Wolves in Sheep's Clothing?
The End, or the Beginning...

Over the last three issues of Alberta Outdoorsmen I have chosen to look at an environmental group active within this province that stemmed from U.S. funding and suspect leadership.

The timing of my treatise was chosen because Alberta’s Land-use Framework is in its initial planning stages and many of Alberta’s environmentalists are trying hard to push their agenda on the process.

A push to have Willmore Wilderness Park given World Heritage status without consultation and against the wishes of those who live and work in this region, as well as a proposed Rock Lake Provincial Park expansion, also gave energy to my pen.

My hope was to at least bring some attention to the fact that not all these groups have legitimate purpose and in fact many have grand designs that not only fail in reason, but also border on the edge of lunacy.

And it appears as though I may have ruffled a few feathers along the way, especially those of the Yellowstone to Yukon Conservation Initiative (Y2Y), the main subject of my treatise.

In a letter from Rob Buffler, Executive Director of Y2Y (see page 12 for the published letter) I am told, “your inflammatory and irresponsible writings divide and weaken our common agenda of conserving wildlife” and “the vast majority of our work is directed toward finding better ways for people and wildlife to co-exist, so that both can thrive in this landscape for centuries to come.”

I am quite positive that Mr.

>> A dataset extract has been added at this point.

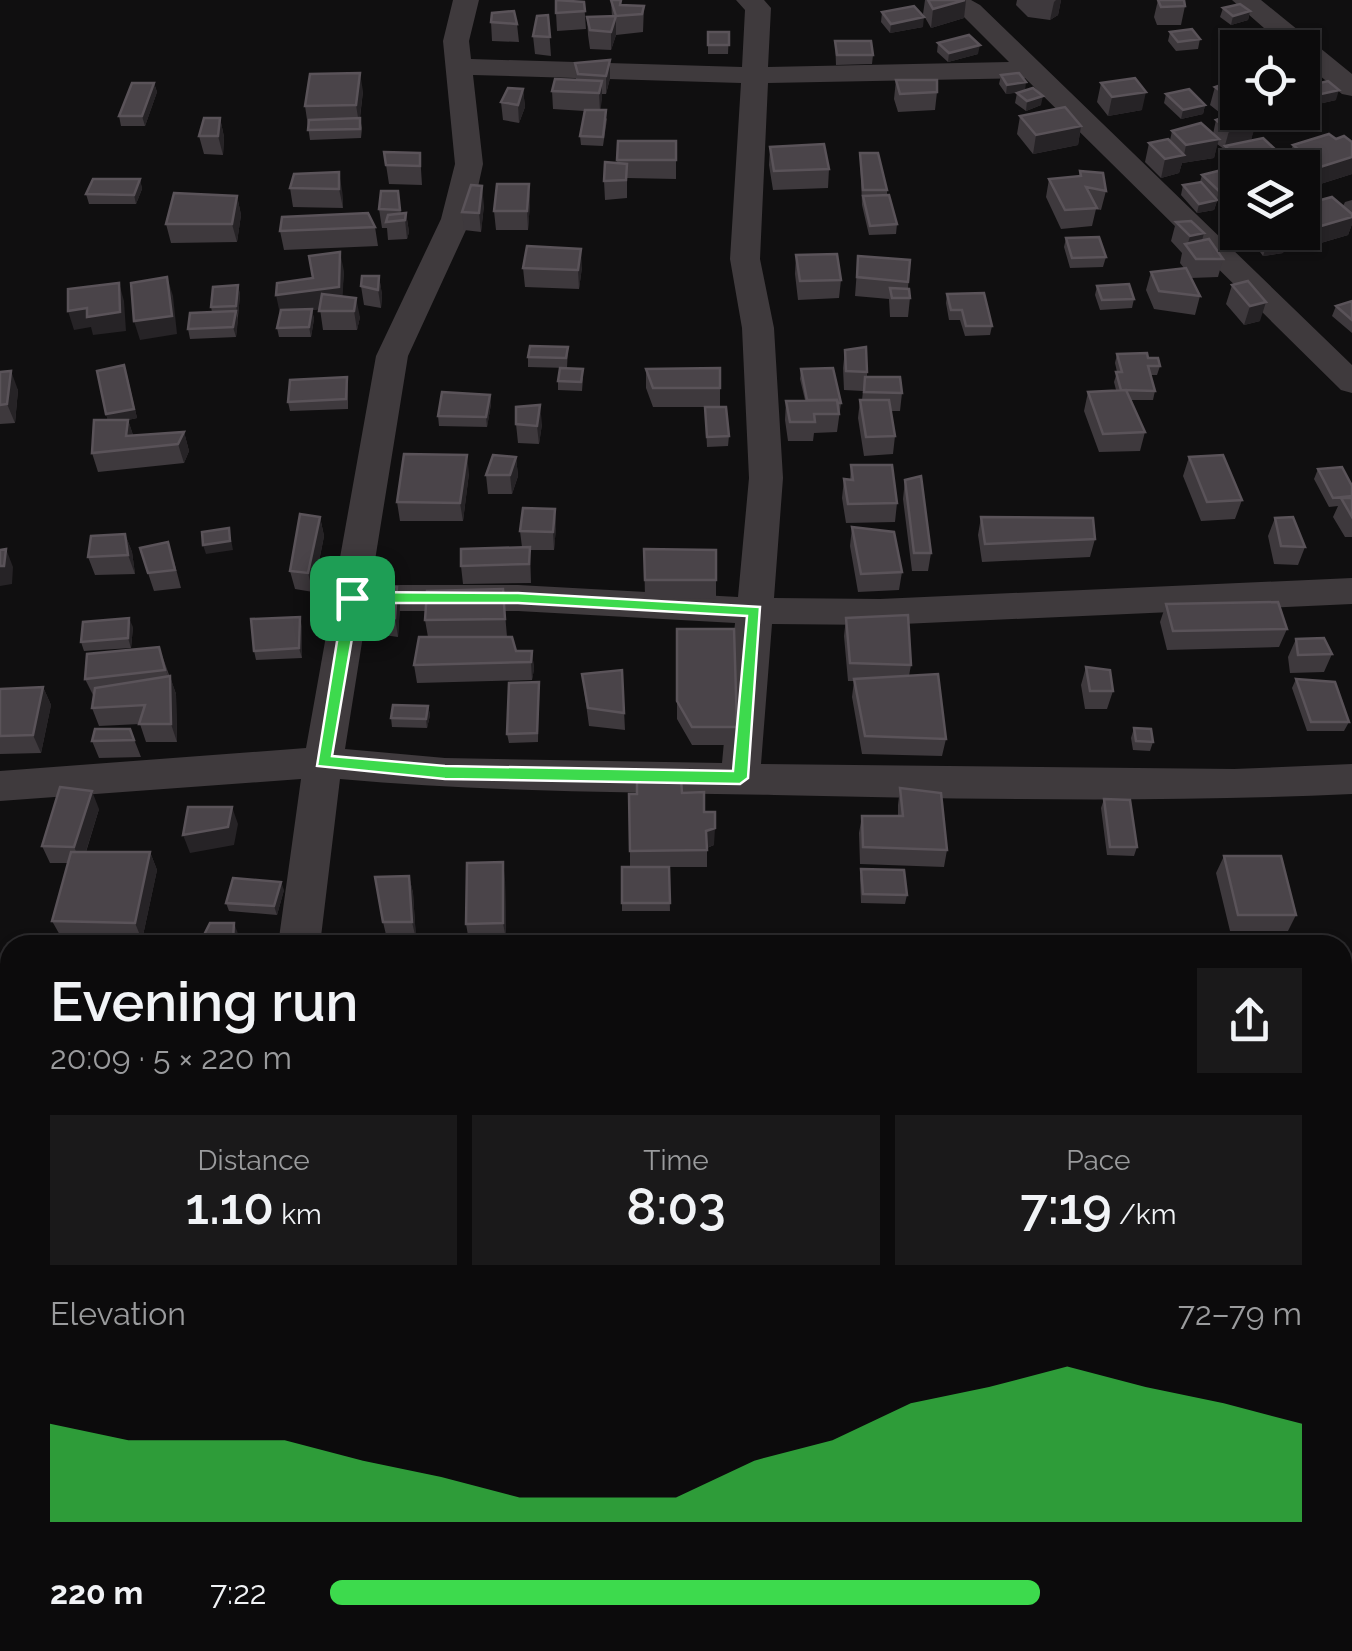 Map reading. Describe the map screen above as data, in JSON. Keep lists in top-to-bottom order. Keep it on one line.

Buffler’s intentions aren’t sinister, but I can’t help but wonder if those directing this organization—namely The Wildlands Project—have been completely honest with those they direct.

And I also have to wonder how Mr. Buffler can buy into the entire scheme, in fact going as far as defending a man such a Dave Foreman.

While it may appear as though I have been a little harsh regarding Y2Y, their agenda must be questioned. If environmental groups are given the right-of-way to proceed without inspection, our ability to work and play in many areas of this province may become limited at best.

Let’s not forget the goal of The Wildlands Project—supported by Y2Y—is to create vast cores of wilderness areas surrounded by protected buffer zones and connected by wildlife corridors stretching across the continent, consuming millions of square kilometres of public and private lands.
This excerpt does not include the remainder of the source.